William Porter 23 September 2002

Mailsmith and Distributed Filtering, Part 1

We’ve never met, but I know something about you: you’re getting more email this year than you did last year, possibly a lot more. If you simply let messages pile up in your incoming and outgoing mailboxes, sooner or later you’ll have an organizational nightmare on your hands. The best way to prevent this nightmare (and the best way to deal with the mess if it has already developed) is to define and use email filters. Indeed, after allowing you to receive mail and send mail, helping you organize your mail is the single most useful thing an email client can do, and filtering is the number one tool for the job.

This article is a followup to "Mailsmith 1.5: Lean, Mean Email Machine," my review of Mailsmith in TidBITS-638. In that review, I stated my judgment that Mailsmith’s filtering options are more powerful, more flexible, and more varied than those of any other Mac OS email client. Mailsmith’s most distinctive feature, called "distributed filtering," is so novel that the editors of TidBITS have given me a chance to say a bit more about the subject, both so people considering Mailsmith come to appreciate what it might offer them, and so those already using Mailsmith can take full advantage of the power at their fingertips.

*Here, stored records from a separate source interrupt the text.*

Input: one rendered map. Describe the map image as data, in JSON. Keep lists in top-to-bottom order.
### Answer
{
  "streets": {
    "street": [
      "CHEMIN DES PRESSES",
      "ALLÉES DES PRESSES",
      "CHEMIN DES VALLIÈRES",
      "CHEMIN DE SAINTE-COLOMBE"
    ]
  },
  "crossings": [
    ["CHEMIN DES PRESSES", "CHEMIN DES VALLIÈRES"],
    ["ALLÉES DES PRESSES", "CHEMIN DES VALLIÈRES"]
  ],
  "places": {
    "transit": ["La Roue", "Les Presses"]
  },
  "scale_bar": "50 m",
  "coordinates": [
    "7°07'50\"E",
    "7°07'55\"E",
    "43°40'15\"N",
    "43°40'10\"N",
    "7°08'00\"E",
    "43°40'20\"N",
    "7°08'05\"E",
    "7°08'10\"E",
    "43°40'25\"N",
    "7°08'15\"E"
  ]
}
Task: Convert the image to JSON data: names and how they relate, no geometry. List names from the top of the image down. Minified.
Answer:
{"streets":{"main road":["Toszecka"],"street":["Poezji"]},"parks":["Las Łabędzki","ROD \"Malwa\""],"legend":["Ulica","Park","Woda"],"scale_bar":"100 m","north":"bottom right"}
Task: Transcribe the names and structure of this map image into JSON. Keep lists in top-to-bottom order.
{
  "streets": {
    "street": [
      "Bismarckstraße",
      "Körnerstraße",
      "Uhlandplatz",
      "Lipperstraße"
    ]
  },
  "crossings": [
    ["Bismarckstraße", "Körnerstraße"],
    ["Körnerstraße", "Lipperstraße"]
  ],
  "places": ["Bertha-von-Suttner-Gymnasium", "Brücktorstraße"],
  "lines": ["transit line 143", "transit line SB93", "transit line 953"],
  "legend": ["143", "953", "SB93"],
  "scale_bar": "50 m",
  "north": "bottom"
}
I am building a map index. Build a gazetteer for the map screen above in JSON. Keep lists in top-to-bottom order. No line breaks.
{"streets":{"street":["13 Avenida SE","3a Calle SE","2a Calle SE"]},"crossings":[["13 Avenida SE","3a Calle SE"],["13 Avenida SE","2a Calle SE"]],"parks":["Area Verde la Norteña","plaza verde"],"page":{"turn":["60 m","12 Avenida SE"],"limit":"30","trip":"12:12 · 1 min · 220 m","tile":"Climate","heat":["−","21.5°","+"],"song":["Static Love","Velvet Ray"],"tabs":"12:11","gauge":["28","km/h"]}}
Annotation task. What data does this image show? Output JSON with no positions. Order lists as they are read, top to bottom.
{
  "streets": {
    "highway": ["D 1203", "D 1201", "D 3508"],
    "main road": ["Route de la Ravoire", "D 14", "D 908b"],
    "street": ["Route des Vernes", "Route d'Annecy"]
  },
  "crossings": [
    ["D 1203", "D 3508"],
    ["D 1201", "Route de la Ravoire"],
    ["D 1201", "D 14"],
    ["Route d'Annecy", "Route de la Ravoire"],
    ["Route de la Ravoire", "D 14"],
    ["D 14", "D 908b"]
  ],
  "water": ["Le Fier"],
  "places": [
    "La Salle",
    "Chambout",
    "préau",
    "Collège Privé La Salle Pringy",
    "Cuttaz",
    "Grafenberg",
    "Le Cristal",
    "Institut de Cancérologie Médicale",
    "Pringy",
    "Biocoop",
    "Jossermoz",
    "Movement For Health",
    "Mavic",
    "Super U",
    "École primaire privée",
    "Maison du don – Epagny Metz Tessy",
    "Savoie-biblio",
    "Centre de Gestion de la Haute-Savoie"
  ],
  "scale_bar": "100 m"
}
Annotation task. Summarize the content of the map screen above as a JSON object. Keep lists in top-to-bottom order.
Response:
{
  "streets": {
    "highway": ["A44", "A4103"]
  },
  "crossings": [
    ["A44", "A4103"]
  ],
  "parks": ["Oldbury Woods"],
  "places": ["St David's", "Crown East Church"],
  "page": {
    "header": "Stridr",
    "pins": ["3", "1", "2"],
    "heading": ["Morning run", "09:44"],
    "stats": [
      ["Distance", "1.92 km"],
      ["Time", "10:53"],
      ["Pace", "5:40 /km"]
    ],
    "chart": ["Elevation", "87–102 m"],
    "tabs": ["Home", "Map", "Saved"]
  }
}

<https://tidbits.com/getbits.acgi?tbart=06870>

<http://www.barebones.com/products/ mailsmith.html>

Distributed Filtering — You can use, and people do use, Mailsmith’s filters in the traditional way, simply sorting incoming messages into the appropriate destination mailboxes. Mailsmith’s traditional filters are powerful; perhaps more so than those in any other email program. But Mailsmith also provides a completely different and wholly original way to approach filtering: distributed filtering.

If you use traditional filters, every message, as soon as it hits the incoming mailbox, is examined by each and every filter you have defined. Even if the message happens to meet the test in filter 29, it must usually continue to be tested against filters 30 through 50. When all the filters have had a chance to examine the incoming message, the program determines which tests, if any, have been satisfied, then decides how to process the message, resolving conflicts between filters if necessary. Normally, the result is that the message is sent directly to the mailbox where you want it to end up. Note that, in this scenario, the way your mailboxes are organized has no effect whatsoever upon filtering.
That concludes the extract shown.